- GOAL OF THE EXERCISE -
The answer consists solely of the data below, reproduced exactly.

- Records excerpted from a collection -
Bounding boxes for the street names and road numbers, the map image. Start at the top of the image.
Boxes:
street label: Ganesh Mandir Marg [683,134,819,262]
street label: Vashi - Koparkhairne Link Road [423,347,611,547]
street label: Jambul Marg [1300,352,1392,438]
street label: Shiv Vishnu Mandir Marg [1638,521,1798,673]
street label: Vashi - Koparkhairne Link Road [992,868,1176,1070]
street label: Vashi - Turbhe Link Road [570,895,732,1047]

- SOLUTION TO THIS PROBLEM -
Bounding boxes for the street names and road numbers, the map image. Start at the top of the image.
Boxes:
street label: Ganesh Mandir Marg [683,134,819,262]
street label: Vashi - Koparkhairne Link Road [423,347,611,547]
street label: Jambul Marg [1300,352,1392,438]
street label: Shiv Vishnu Mandir Marg [1638,521,1798,673]
street label: Vashi - Koparkhairne Link Road [992,868,1176,1070]
street label: Vashi - Turbhe Link Road [570,895,732,1047]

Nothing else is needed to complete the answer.